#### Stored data
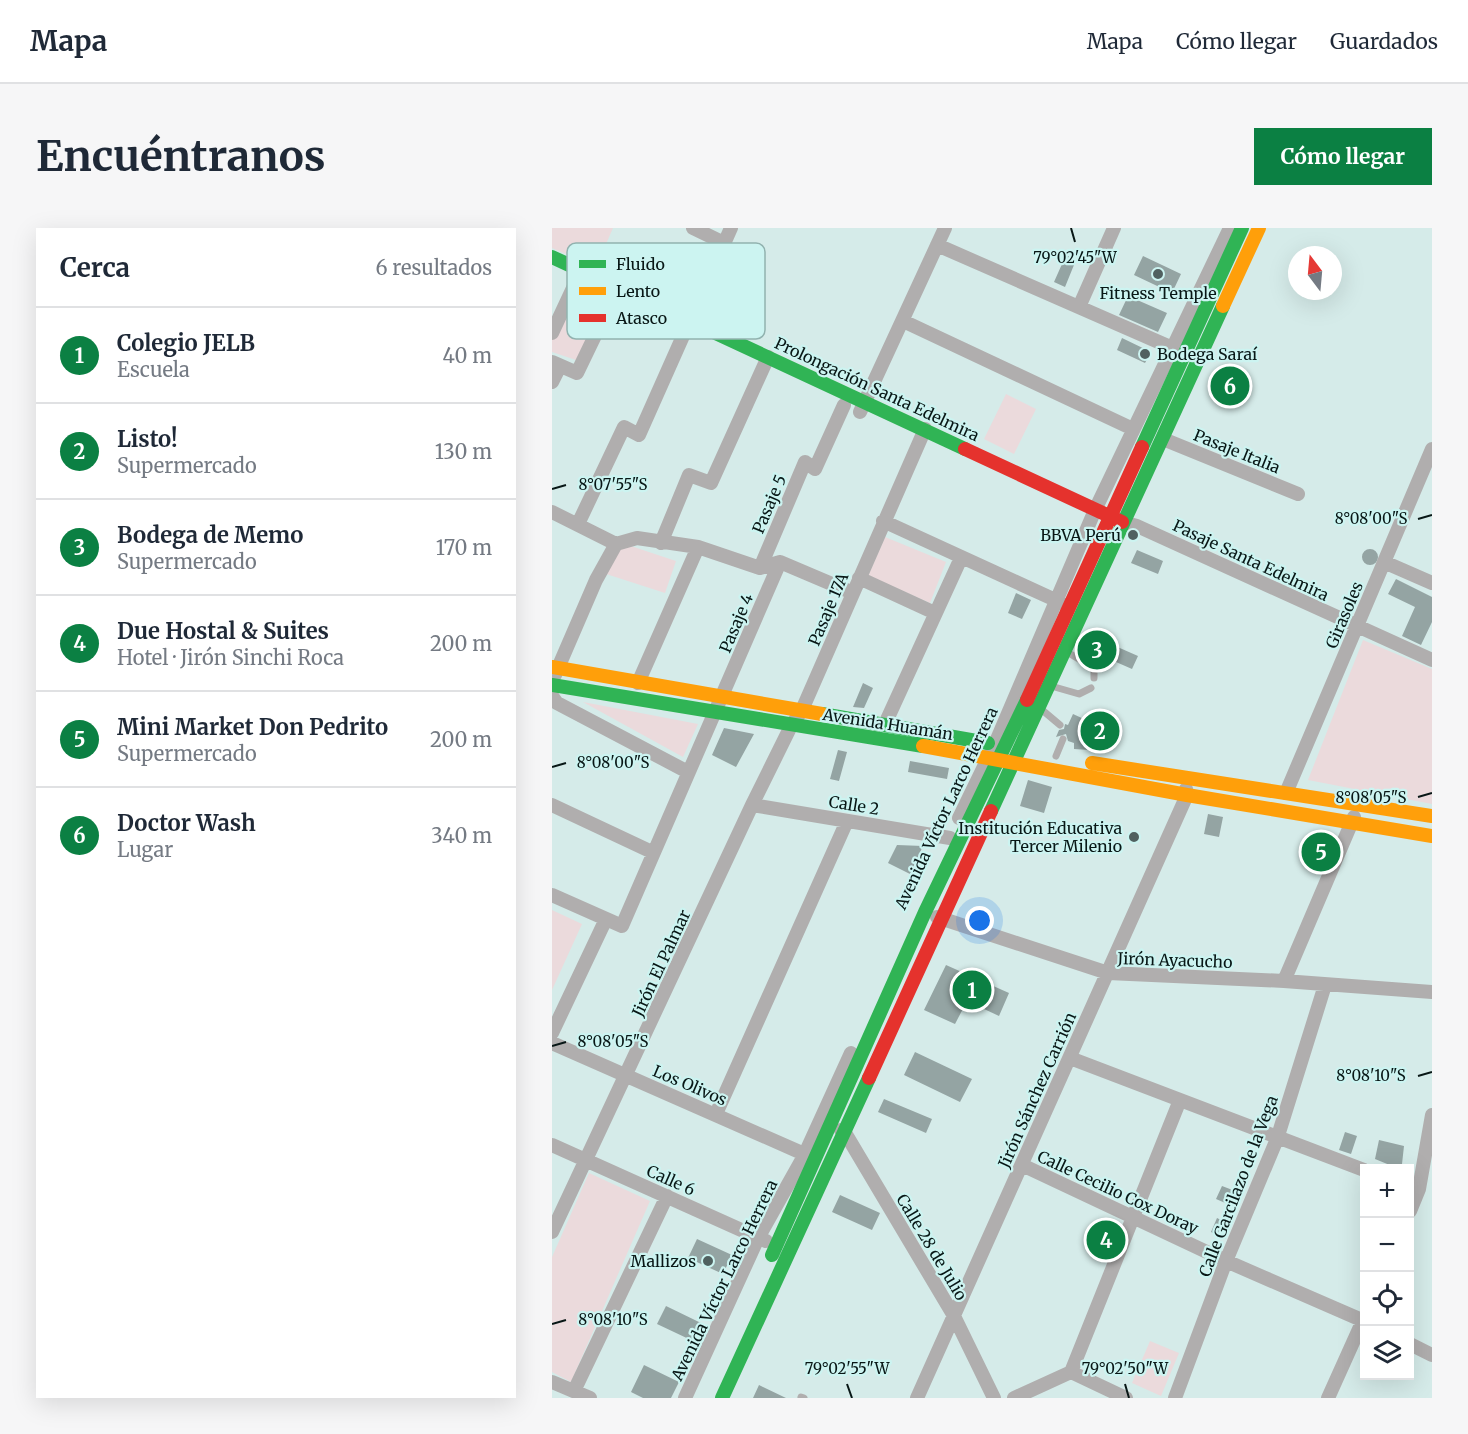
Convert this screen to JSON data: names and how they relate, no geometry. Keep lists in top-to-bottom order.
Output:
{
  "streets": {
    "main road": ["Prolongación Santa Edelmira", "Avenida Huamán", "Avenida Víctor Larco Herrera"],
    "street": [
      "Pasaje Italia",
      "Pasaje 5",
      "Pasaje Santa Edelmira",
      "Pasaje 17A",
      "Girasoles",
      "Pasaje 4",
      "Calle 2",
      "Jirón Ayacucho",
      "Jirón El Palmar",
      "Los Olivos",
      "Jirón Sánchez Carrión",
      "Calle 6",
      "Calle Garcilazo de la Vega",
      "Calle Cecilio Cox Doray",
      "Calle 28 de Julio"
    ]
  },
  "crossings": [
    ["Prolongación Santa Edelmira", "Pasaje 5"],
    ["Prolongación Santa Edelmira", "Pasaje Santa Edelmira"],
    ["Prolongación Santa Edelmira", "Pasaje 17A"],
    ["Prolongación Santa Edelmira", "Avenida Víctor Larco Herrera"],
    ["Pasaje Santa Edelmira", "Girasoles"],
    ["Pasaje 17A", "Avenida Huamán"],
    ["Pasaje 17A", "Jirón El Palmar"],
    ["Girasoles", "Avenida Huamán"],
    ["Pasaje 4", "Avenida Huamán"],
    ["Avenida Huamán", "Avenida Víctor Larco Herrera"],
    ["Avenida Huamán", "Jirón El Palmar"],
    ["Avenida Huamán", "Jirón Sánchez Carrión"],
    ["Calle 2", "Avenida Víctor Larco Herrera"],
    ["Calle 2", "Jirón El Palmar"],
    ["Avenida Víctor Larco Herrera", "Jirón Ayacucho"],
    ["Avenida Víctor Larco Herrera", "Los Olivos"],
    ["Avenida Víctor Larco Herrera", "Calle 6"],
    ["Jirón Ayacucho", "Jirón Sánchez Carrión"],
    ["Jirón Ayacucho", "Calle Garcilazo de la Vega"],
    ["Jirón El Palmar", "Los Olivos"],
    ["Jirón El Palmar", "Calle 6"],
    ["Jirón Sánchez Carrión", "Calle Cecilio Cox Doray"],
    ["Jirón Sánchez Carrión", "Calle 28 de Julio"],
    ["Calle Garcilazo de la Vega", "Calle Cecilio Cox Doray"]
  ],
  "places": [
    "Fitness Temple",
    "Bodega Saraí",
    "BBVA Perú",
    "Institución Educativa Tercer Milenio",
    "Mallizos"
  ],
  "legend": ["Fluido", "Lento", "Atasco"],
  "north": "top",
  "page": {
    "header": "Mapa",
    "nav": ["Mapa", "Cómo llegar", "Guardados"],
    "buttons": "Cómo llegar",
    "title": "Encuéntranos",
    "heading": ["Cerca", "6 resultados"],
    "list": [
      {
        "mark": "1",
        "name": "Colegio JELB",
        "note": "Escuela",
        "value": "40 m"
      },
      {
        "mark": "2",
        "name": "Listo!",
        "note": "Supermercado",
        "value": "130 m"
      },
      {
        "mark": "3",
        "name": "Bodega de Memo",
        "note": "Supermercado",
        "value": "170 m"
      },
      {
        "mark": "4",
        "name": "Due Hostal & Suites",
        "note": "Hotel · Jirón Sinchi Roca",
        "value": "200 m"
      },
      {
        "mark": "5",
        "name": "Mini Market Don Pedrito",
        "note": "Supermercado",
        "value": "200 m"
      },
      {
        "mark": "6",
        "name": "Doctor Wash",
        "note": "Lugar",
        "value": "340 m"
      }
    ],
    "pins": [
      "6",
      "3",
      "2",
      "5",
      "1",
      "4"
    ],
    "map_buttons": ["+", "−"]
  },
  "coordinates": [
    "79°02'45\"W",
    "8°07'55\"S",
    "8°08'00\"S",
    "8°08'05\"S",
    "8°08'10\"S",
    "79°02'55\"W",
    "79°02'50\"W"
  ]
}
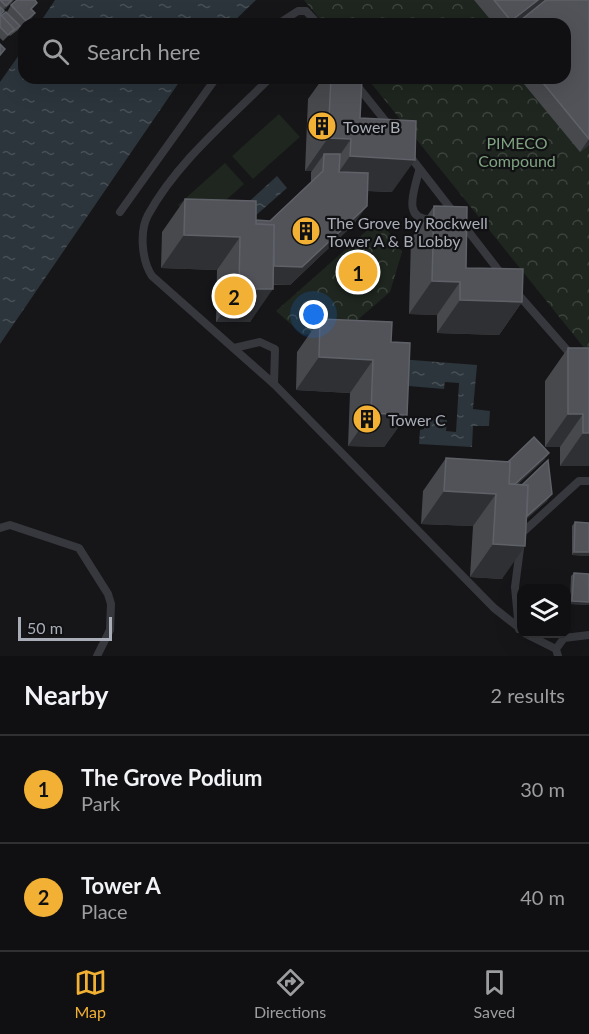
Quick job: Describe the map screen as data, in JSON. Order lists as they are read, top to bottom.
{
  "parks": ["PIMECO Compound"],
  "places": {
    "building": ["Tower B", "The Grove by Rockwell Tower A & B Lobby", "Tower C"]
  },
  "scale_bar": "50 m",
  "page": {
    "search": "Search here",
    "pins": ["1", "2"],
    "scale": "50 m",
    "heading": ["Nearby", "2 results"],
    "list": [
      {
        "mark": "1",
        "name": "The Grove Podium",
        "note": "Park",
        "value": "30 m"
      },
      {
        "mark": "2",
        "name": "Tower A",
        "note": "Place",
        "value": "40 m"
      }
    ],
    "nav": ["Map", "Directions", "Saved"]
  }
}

#### WHAT YOU HAVE TO DO
Could you copy every record exactly, without the pictures?

#### SOLUTION
Convert this screen to JSON data: names and how they relate, no geometry. Keep lists in top-to-bottom order.
Output:
{
  "streets": {
    "main road": ["Prolongación Santa Edelmira", "Avenida Huamán", "Avenida Víctor Larco Herrera"],
    "street": [
      "Pasaje Italia",
      "Pasaje 5",
      "Pasaje Santa Edelmira",
      "Pasaje 17A",
      "Girasoles",
      "Pasaje 4",
      "Calle 2",
      "Jirón Ayacucho",
      "Jirón El Palmar",
      "Los Olivos",
      "Jirón Sánchez Carrión",
      "Calle 6",
      "Calle Garcilazo de la Vega",
      "Calle Cecilio Cox Doray",
      "Calle 28 de Julio"
    ]
  },
  "crossings": [
    ["Prolongación Santa Edelmira", "Pasaje 5"],
    ["Prolongación Santa Edelmira", "Pasaje Santa Edelmira"],
    ["Prolongación Santa Edelmira", "Pasaje 17A"],
    ["Prolongación Santa Edelmira", "Avenida Víctor Larco Herrera"],
    ["Pasaje Santa Edelmira", "Girasoles"],
    ["Pasaje 17A", "Avenida Huamán"],
    ["Pasaje 17A", "Jirón El Palmar"],
    ["Girasoles", "Avenida Huamán"],
    ["Pasaje 4", "Avenida Huamán"],
    ["Avenida Huamán", "Avenida Víctor Larco Herrera"],
    ["Avenida Huamán", "Jirón El Palmar"],
    ["Avenida Huamán", "Jirón Sánchez Carrión"],
    ["Calle 2", "Avenida Víctor Larco Herrera"],
    ["Calle 2", "Jirón El Palmar"],
    ["Avenida Víctor Larco Herrera", "Jirón Ayacucho"],
    ["Avenida Víctor Larco Herrera", "Los Olivos"],
    ["Avenida Víctor Larco Herrera", "Calle 6"],
    ["Jirón Ayacucho", "Jirón Sánchez Carrión"],
    ["Jirón Ayacucho", "Calle Garcilazo de la Vega"],
    ["Jirón El Palmar", "Los Olivos"],
    ["Jirón El Palmar", "Calle 6"],
    ["Jirón Sánchez Carrión", "Calle Cecilio Cox Doray"],
    ["Jirón Sánchez Carrión", "Calle 28 de Julio"],
    ["Calle Garcilazo de la Vega", "Calle Cecilio Cox Doray"]
  ],
  "places": [
    "Fitness Temple",
    "Bodega Saraí",
    "BBVA Perú",
    "Institución Educativa Tercer Milenio",
    "Mallizos"
  ],
  "legend": ["Fluido", "Lento", "Atasco"],
  "north": "top",
  "page": {
    "header": "Mapa",
    "nav": ["Mapa", "Cómo llegar", "Guardados"],
    "buttons": "Cómo llegar",
    "title": "Encuéntranos",
    "heading": ["Cerca", "6 resultados"],
    "list": [
      {
        "mark": "1",
        "name": "Colegio JELB",
        "note": "Escuela",
        "value": "40 m"
      },
      {
        "mark": "2",
        "name": "Listo!",
        "note": "Supermercado",
        "value": "130 m"
      },
      {
        "mark": "3",
        "name": "Bodega de Memo",
        "note": "Supermercado",
        "value": "170 m"
      },
      {
        "mark": "4",
        "name": "Due Hostal & Suites",
        "note": "Hotel · Jirón Sinchi Roca",
        "value": "200 m"
      },
      {
        "mark": "5",
        "name": "Mini Market Don Pedrito",
        "note": "Supermercado",
        "value": "200 m"
      },
      {
        "mark": "6",
        "name": "Doctor Wash",
        "note": "Lugar",
        "value": "340 m"
      }
    ],
    "pins": [
      "6",
      "3",
      "2",
      "5",
      "1",
      "4"
    ],
    "map_buttons": ["+", "−"]
  },
  "coordinates": [
    "79°02'45\"W",
    "8°07'55\"S",
    "8°08'00\"S",
    "8°08'05\"S",
    "8°08'10\"S",
    "79°02'55\"W",
    "79°02'50\"W"
  ]
}
Quick job: Describe the map screen as data, in JSON. Order lists as they are read, top to bottom.
{
  "parks": ["PIMECO Compound"],
  "places": {
    "building": ["Tower B", "The Grove by Rockwell Tower A & B Lobby", "Tower C"]
  },
  "scale_bar": "50 m",
  "page": {
    "search": "Search here",
    "pins": ["1", "2"],
    "scale": "50 m",
    "heading": ["Nearby", "2 results"],
    "list": [
      {
        "mark": "1",
        "name": "The Grove Podium",
        "note": "Park",
        "value": "30 m"
      },
      {
        "mark": "2",
        "name": "Tower A",
        "note": "Place",
        "value": "40 m"
      }
    ],
    "nav": ["Map", "Directions", "Saved"]
  }
}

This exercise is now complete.